100連の間に限定キャラは出ることがなく、天井でお迎えとなった。運が悪い。が、素材となるキャラが沢山出たのでフリーレンズが赤になった。
憎しみから来る課金では葉山裕二の運の良さが出なかったのかも知れない。物欲センサーが無いのが彼のいい所だったのだが。
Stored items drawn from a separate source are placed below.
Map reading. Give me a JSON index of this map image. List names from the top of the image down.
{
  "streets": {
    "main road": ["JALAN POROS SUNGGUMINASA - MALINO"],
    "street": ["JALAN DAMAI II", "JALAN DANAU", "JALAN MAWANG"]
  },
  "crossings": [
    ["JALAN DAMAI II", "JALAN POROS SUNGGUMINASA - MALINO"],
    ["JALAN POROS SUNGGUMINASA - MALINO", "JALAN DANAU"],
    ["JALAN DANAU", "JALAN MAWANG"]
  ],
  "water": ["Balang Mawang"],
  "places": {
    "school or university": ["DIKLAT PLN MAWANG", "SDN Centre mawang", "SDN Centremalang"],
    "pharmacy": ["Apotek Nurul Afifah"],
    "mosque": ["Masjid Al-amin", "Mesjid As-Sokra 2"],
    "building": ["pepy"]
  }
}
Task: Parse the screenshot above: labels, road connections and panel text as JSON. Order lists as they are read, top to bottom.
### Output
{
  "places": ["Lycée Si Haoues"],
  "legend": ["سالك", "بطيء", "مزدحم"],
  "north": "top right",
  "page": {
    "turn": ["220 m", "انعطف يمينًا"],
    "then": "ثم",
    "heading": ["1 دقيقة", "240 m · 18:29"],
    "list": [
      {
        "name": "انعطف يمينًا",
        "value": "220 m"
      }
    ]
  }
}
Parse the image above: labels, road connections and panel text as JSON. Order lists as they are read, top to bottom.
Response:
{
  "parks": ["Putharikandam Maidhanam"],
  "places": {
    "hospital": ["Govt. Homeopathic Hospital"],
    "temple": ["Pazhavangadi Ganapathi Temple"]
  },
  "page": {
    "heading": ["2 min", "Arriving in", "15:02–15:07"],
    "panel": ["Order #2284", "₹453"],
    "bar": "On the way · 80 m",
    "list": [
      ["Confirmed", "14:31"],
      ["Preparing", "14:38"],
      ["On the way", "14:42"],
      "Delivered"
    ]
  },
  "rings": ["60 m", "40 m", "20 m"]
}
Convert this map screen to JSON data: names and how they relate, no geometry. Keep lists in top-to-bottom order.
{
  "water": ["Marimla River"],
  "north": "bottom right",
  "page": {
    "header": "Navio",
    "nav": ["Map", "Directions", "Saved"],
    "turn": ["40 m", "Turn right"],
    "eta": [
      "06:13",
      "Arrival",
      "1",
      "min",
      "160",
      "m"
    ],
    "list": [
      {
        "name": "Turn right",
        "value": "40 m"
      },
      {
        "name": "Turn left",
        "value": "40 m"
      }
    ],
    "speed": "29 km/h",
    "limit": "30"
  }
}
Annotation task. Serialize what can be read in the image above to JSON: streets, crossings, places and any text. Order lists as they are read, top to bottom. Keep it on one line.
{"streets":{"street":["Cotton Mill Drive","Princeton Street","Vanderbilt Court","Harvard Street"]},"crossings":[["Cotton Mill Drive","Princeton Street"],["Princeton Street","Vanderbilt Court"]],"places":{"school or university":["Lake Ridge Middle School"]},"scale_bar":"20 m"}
「これで戦力700万限定キャラも無事ゲットです。追いついて追い抜きますよ。俺は」
「このゲスティニー様を追い抜くだと生意気な!」
「おいおい調子に乗るなよ」
「は? ギルマス!?」
葉山裕二が宣戦布告しているとギルマスのアサオカが現れた。
「ゲスティニーお前クビな」
「は? 戦力1500万の俺様が!?」
「じゃあな、ポチッと」
「よかったこれで平和になりますね。私には優しかったのでいい人かと思ってました。まさかこんな差別的な人だったなんて」
朝から濃い時間が流れていたが、不快な気分が少しスカッとした。葉山裕二は不快な表情から笑顔になっていた。
「俺はそろそろ落ちますね。変なやつに刺激されて課金しちゃったので今後は控えないと」
「そうそう課金なんかするもんじゃないよ。じゃあ、夜のギルバトでまたね」
「はいギルドバトル初なので活躍できませんがよろしくお願いします」
「私も全然弱いけど頑張ってます。では、夜にまた。うふふ、夜にまたユウジンさんに会えて嬉しい」
「俺も嬉しいです」
「おーラブラブだね。おっちゃんは嬉しいよ仲良くしてくれて」
こうして葉山裕二のギルド生活が始まった。相変わらずワールドチャットは静かだが、ギルドチャットは嵐のようだった。仕事を終え、夜となり再びギルドにログインした。